Researchers at Google have developed an inference-only method for generating differentially private (DP) synthetic data that avoids the high costs and data requirements associated with private fine-tuning. By prompting off-the-shelf large language models (LLMs) with sensitive examples in parallel and aggregating their outputs, the approach can generate thousands of high-quality synthetic data points while maintaining rigorous privacy guarantees. This method allows synthetic data to serve as a secure interface for model development, enabling teams to collaborate without requiring specialized knowledge of differential privacy.
## Differentially Private Prediction and Aggregation
The core of this method relies on "private prediction," where privacy is applied to the model's output rather than the model itself.
* Sensitive data points are distributed across multiple independent prompts, ensuring that no single individual's record can significantly influence the final output.
* The LLM generates next-token predictions for each prompt in parallel, which are then aggregated to mask individual contributions.
* The researchers designed a DP token sampling algorithm that treats the standard LLM "softmax" sampling process as a version of the exponential mechanism, a mathematical framework used to select the best option from a set while maintaining privacy.
## Enhancing Efficiency via KV Caching
Previous attempts at private prediction were computationally expensive because they required a fresh batch of sensitive examples for every single token generated.
* A new privacy analysis allows the system to reuse a fixed batch of sensitive examples across an entire generation sequence.

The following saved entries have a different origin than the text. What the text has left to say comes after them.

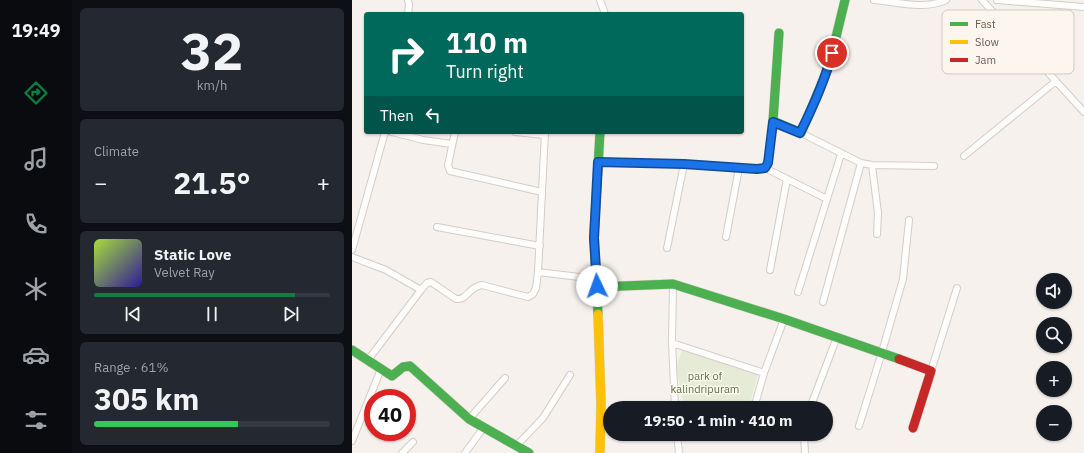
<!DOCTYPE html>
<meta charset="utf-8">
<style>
body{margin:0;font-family:"IBM Plex Sans",sans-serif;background:#242831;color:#f1f3f6;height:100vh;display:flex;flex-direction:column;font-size:15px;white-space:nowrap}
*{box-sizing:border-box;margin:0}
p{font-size:13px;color:#9ea1a6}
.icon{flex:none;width:22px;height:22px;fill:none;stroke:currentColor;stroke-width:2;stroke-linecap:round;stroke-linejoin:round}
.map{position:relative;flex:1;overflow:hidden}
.details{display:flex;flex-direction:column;gap:8px;padding:8px;background:#0d0f14;width:280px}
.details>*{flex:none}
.top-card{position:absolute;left:12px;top:12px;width:380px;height:122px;border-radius:4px;box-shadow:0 1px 3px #0004;background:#00695c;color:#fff;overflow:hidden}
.tools{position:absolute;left:684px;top:273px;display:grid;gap:8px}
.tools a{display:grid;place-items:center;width:36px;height:36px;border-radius:50%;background:#171b24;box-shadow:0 1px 3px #0004;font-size:20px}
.speed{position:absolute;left:12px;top:389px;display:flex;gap:8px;font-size:20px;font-weight:700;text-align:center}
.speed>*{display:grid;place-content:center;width:52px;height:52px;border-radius:50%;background:#171b24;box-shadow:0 1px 3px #0004;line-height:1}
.speed .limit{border:6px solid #d22;background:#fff;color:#111}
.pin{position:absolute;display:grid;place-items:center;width:34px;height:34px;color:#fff;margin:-17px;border:2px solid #fff;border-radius:50%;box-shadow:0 1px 4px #0007}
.me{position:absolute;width:44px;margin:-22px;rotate:357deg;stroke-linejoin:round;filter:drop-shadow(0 0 3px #0008)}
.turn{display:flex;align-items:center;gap:14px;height:84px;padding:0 16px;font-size:18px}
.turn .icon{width:52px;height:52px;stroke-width:2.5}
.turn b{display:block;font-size:28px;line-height:34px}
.then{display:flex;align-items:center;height:38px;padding:0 16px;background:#0003;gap:8px;font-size:15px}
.big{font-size:30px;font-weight:700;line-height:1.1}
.details .card{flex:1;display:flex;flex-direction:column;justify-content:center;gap:6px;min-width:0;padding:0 14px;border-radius:6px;background:#242831}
.details .dial{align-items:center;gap:0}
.dial b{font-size:52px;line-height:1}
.song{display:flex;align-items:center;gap:12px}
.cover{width:48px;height:48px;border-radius:6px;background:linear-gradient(135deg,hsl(80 70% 55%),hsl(250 70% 35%))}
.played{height:4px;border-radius:2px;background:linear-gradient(90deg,#0b8043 85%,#363941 85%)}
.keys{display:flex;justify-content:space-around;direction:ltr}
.heat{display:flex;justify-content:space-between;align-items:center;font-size:22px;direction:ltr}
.charge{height:6px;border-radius:3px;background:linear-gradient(90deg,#34c759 61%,#363941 0)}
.trip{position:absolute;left:251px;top:401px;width:230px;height:40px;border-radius:20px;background:#171b24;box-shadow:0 1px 3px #0004;font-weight:700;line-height:40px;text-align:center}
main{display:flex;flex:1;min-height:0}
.menu{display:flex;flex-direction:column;width:72px;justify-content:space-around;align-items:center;background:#090b0e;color:#9ea1a6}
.menu .icon{width:28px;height:28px}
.menu .current{color:#0b8043}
.menu b{font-size:18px;color:#f1f3f6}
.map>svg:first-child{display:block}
.green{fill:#e6ebd8}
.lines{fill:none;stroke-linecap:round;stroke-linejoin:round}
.street-casing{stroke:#d3cdc8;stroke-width:8}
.fast-casing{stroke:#d5cec9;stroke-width:10}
.slow-casing{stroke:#d5cec9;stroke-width:10}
.jam-casing{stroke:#d5cec9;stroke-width:10}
.street{stroke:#fefdfc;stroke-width:6}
.fast{stroke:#4caf50;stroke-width:9}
.slow{stroke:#ffc107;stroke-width:9}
.jam{stroke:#c62828;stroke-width:9}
.route-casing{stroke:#114b97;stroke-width:10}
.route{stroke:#1a73e8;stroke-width:7}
.labels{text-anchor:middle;stroke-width:3;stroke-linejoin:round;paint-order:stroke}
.park-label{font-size:11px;fill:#5b7549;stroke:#fdf6ee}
.key{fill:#fdf6ee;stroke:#d3c7be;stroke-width:1}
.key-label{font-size:11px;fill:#71584f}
</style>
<main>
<nav class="menu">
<b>19:49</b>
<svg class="icon current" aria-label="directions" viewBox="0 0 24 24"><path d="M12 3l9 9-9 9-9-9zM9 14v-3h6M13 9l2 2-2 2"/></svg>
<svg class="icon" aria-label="music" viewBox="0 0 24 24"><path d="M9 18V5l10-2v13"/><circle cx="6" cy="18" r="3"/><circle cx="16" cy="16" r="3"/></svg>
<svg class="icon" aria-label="phone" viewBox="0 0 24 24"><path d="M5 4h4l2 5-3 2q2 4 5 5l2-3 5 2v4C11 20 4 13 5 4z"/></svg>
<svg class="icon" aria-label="climate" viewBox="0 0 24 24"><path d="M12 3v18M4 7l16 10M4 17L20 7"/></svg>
<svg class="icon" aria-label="car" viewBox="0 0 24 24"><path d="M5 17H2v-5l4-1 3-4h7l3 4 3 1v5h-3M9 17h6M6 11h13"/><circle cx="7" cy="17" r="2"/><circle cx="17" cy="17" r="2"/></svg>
<svg class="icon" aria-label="filters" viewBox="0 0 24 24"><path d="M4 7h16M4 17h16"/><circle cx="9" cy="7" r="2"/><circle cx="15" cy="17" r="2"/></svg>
</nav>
<section class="details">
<div class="card dial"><b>32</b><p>km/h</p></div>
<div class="card"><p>Climate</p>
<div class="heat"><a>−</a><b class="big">21.5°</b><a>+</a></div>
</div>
<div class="card">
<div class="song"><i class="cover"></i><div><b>Static Love</b><p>Velvet Ray</p></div></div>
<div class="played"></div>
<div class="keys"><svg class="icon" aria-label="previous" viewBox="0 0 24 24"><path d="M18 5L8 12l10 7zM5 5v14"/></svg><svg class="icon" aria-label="pause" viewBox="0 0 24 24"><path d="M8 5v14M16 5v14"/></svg><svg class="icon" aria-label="next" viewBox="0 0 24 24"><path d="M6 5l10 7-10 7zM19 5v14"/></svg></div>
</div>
<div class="card"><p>Range · 61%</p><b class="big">305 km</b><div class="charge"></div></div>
</section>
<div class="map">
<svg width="732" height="453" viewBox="0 0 732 453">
<rect width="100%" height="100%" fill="#f6f1ec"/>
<path class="green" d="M 331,348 L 406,374 L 397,408 L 332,408 L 324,366 Z"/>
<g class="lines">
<g class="street-casing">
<path id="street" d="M 248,0 L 253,14
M 522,0 C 544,2 574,10 594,0
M 630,0 L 732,112
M 645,0 L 732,7
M 56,14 L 57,5 L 56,0
M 40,132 L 71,140 L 100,144
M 103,132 L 96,165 L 98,171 L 190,192
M 163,132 L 192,135
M 449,133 L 509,163 L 520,165 L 582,166
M 612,156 L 704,81
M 246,162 L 332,164 L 405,169 L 413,168 L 416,163 L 421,121
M 520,165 L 526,213 L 525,234
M 413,168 L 475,199
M 85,227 L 188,246
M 374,237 L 387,168
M 315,248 L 332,164
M 0,250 L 33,132
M 0,257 L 34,270 L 69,290 L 16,360
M 418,270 L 435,179
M 186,272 L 244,279
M 69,290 L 75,283 L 79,282 L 104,299 C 116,300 116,287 130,285 L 176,297 L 181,294 L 184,288 L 186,272 L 193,132
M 446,292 L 489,154
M 471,302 L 509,163
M 320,343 L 321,284
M 579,371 L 605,288
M 412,373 L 432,319
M 323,408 L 320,343 L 412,373 L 402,408
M 458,408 L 485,337
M 117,419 L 153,378
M 507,426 L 530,352 L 551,279 L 557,220
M 325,434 L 327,453
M 452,434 L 453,453
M 0,441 L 29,369
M 164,446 L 191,418 L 218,375
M 50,453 L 61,442
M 113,453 L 132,427"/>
</g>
<g class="fast-casing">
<path id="fast" d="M 427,33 L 421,121 L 449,133 L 477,66 L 493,0
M 245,287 L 321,284 L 432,319 L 547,359
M 246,314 L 242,238 L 248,132
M 0,350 L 40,376 L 51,367 L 58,366 L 117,419 L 177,453"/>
</g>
<g class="slow-casing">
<path id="slow" d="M 246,314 L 249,404 L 248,453"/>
</g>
<g class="jam-casing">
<path id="jam" d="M 547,359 L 579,371 L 561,428"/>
</g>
<use href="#street" class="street"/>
<use href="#fast" class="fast"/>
<use href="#slow" class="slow"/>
<use href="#jam" class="jam"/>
</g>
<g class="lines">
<g class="route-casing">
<path id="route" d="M 245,286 L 242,238 L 246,162 L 332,164 L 405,169 L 413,168 L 416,163 L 421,122 L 448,133 C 461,107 473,81 480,53"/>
</g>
<use href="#route" class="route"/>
</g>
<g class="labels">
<g class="park-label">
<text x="353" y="380">park of<tspan x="353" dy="13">kalindripuram</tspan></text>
</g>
</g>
<rect x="590" y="10" width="132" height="64" rx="6" class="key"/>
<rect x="598" y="22" width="18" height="4" fill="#4caf50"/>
<rect x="598" y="40" width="18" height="4" fill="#ffc107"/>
<rect x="598" y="58" width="18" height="4" fill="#c62828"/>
<g class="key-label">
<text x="623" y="28">Fast</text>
<text x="623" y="46">Slow</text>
<text x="623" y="64">Jam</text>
</g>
</svg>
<div class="tools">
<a><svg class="icon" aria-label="sound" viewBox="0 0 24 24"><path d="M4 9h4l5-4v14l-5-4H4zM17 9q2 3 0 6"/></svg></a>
<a><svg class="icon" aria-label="search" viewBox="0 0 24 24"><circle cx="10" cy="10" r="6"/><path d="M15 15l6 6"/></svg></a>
<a>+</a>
<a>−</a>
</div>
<div class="speed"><div class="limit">40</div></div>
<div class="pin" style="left:480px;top:53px;background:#d93025"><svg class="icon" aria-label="arrive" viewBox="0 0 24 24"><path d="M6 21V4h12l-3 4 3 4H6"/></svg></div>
<svg class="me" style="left:245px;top:286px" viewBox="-20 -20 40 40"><circle r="19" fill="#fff"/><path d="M0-13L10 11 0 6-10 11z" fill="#1a73e8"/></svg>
<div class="trip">19:50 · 1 min · 410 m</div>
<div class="top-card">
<div class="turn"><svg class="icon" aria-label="right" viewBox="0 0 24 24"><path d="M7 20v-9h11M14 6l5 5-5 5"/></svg><div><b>110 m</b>Turn right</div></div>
<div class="then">Then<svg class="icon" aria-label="left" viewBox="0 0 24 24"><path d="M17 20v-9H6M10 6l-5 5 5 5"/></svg></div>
</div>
</div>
</main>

* By maintaining the same context for each generation step, the system becomes compatible with standard inference optimization techniques like KV (Key-Value) caching.
* This improvement enables the generation of synthetic data at a scale two to three orders of magnitude larger than prior methods.
## Optimizing Privacy Spend with Public Drafters
To preserve the "privacy budget"—the limited amount of information that can be released before privacy is compromised—the method introduces a public drafter model.
* The drafter model predicts the next token based solely on previously generated synthetic text, without ever seeing the sensitive data.
* Using the sparse vector technique, the system only consumes the privacy budget when the public drafter’s suggestion disagrees with the private aggregate of the sensitive data.
* This is particularly useful for structured data, where the drafter can handle formatting and syntax tokens, saving the privacy budget for the actual content.
By leveraging off-the-shelf models like Gemma, this approach provides a scalable way to transform sensitive datasets into useful synthetic versions. These synthetic datasets are high-quality enough to replace real data in downstream machine learning tasks, such as in-context learning or fine-tuning models like BERT, without the risk of leaking individual user information.